Just came from Learning cryptography through handcyphers by Benno de Winter. It was a basic introduction to some simple algorithms, not really new to me, but the speaker was worth watching because of the fun factor.

More to come.

22C3 talk: Grey Commons (Piratbyrån)

Tuesday, December 27. 2005, 17:11
PiratbyrånOne of the first talk I watched was Grey Commons by the swedish Group Piratbyrån.
They're a very sympatic organization completely opposed to copyright. That's a view I often miss in the discussions about »Intellectual property«. Protests are often limited to specific cases or copyrights getting more restrictive (like DMCA, software patents etc.), but nearly nobody questions if »IP rights« are of any use at all for the society.

The guys had a lot of good thoughts and especially criticized »low level« opposition like finding »alternatives to copyright«. I could agree very much with their arguments and I hope that their more radical views are taken up by people in other countries.

Arrived at 22C3

Tuesday, December 27. 2005, 12:36
Pictures from 22C3Just arirved at the 22th chaos communication congress. Together with Lars I took the Nachtzug from Augsburg.

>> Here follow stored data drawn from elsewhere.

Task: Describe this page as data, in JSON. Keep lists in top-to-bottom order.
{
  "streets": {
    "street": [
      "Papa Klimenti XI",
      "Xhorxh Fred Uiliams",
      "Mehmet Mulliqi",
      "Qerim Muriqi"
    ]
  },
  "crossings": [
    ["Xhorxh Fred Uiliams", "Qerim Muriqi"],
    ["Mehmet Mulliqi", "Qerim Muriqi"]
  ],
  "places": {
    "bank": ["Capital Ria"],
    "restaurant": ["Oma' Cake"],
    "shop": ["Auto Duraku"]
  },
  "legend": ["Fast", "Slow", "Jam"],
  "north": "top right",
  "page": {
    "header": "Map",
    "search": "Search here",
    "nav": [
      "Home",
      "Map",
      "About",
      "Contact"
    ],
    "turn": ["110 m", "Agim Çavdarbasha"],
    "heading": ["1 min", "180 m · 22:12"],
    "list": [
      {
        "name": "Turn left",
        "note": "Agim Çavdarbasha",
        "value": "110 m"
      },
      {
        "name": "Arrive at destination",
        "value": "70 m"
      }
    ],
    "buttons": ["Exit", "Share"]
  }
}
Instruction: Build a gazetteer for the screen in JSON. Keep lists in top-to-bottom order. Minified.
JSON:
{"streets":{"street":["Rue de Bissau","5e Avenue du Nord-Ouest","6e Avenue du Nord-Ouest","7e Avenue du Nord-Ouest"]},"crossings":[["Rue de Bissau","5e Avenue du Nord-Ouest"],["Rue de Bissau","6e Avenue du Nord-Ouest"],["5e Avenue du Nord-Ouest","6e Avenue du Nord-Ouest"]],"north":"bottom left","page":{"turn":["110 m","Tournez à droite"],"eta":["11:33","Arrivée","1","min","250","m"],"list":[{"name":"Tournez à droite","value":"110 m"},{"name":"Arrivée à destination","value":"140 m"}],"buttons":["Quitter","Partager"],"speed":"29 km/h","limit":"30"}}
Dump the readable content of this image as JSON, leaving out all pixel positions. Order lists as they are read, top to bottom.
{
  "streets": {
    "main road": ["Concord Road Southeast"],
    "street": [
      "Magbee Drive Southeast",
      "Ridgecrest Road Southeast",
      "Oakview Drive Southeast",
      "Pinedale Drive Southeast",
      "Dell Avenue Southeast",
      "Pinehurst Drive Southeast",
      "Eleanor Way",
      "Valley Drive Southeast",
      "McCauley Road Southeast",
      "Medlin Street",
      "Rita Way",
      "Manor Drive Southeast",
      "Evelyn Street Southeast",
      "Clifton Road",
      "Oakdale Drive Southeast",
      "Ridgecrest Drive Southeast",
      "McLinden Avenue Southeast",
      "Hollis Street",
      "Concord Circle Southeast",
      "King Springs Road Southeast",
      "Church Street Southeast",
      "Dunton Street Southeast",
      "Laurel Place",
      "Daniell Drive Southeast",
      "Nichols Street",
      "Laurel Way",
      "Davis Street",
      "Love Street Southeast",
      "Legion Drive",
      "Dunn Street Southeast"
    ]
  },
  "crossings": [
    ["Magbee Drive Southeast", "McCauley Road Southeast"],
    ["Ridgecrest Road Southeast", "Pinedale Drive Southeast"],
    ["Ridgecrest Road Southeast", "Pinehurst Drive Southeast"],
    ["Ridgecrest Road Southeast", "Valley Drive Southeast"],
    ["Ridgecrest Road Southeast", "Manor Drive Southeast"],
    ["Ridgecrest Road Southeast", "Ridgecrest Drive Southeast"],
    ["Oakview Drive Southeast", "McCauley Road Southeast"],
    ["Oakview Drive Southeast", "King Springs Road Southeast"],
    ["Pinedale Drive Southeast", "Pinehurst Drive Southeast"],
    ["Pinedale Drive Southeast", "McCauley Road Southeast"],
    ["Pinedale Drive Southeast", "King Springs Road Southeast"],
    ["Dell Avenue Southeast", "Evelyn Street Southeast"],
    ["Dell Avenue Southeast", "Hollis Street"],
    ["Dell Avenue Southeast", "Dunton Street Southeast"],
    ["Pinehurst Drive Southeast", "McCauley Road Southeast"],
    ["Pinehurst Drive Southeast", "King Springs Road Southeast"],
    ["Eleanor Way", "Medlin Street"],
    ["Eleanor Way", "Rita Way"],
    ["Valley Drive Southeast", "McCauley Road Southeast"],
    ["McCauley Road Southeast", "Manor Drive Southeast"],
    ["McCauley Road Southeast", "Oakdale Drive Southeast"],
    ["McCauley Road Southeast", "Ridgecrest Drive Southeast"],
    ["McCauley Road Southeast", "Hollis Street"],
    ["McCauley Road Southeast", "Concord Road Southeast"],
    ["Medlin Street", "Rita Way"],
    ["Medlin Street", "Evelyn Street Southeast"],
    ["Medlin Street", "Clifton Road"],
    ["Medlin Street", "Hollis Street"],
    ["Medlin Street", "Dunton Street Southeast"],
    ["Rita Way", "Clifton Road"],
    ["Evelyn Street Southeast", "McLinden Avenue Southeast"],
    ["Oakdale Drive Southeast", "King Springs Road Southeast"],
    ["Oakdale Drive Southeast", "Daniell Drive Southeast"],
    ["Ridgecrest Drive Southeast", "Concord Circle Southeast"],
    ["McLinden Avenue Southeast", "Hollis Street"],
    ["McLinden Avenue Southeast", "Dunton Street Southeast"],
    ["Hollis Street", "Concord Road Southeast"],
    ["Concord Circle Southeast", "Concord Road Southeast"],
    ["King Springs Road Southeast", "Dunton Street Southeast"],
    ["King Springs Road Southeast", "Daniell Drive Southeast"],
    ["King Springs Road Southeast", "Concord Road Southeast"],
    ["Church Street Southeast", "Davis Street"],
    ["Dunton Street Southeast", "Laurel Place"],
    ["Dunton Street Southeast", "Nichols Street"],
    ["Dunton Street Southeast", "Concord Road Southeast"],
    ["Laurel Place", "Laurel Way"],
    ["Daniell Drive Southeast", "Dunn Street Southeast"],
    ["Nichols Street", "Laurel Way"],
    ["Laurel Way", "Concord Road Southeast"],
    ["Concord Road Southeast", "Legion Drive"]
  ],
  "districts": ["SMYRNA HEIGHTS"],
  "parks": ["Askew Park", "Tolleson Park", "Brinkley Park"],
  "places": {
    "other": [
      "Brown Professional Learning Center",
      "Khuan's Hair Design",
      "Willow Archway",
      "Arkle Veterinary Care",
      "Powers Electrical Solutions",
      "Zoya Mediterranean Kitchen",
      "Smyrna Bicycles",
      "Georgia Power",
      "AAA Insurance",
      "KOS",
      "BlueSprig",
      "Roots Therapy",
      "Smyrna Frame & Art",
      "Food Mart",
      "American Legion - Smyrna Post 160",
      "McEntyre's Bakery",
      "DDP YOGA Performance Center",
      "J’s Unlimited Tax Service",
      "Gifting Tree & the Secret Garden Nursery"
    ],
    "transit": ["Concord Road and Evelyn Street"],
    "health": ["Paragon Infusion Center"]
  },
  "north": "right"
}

We are in a very nice hostel called Generator Hostel, which is very nice for a quite moderate price. Although we arrived at 8 o'clock in the morning, we already could enter our rooms and get a breakfast on arrival day. Very recommendable.

Pictures will follow from time to time.

del.icio.us, Web 2.0 and centralized vs. decentralized services

Saturday, December 10. 2005, 18:35
Yesterday del.icio.us, the well known social bookmark service, has been bought by Yahoo. This brings me to share some thoughts I had recently about the thing that everyone calls »Web 2.0«.
Although probably nobody can provide an exact definition on what Web 2.0 is, it's mostly surrounding »social software«, i. e. web-software that is not organized as top-down-communication, but as communication between the users.
The most common example for social software are probably wikis and blogs. What I always saw very critical is that centralized services like flickr and del.icio.us are so popular in the blogosphere and the internet community. They are often called »Web 2.0« as well, although they work completely different. My vision of a free net is a different one.

Now with yahoo buying del.icio.us, the two probably most popular »Web 2.0«-services belong to the same company. The problems with this are obvious: You don't know what Yahoo does with your data (Data Mining), you never know if they're gonna change their terms of use from one day to the other (e. g. limit the number of pictures/links, take money for services that were free before) or even shut down a service because it doesn't match the »shareholder value« (Remember GiMiX? That was social software as well).

In my opinion there is a big discrepance between the ideals of »social software« and letting it depend on one centralized service. I have no problem with hosters that provide free/ad-financed blogs. As long as I can trackback them with my self-hosted blog-software, as long as they can link me and as long as I don't need an account at some companies service to comment them. With flickr, this is different. I cannot add pictures on someone else's flickr-group from my own web-gallery. All the »social« aspect of flickr are completely based on everyone having an account at yahoo. Same goes with del.icio.us.

If we really want »Web 2.0« to be something that has to do with more freedom, more control from us / the users / the single person on the net, we should provide alternatives to centralized services. Alternatives that are not based on »just another web-service«, but on decentralized open standards and (at least as a possibility) free software. A fine example how this works is jabber (as an alternative to the IM-chaos of ICQ/AIM/MSN).
An alternative to del.icio.us could work like the PGP-keyservers. An alternative to flickr would be interoperability-standards to the various web-galleries (coppermine, menalto gallery), maybe some function similar to trackbacks for collective albums. If that's the direction »Web 2.0« goes, I'm really looking foward to »Web 3.0«. If »Web 2.0« means monopolies of Yahoo, Google and Microsoft, then it's not »MyWeb 2.0«.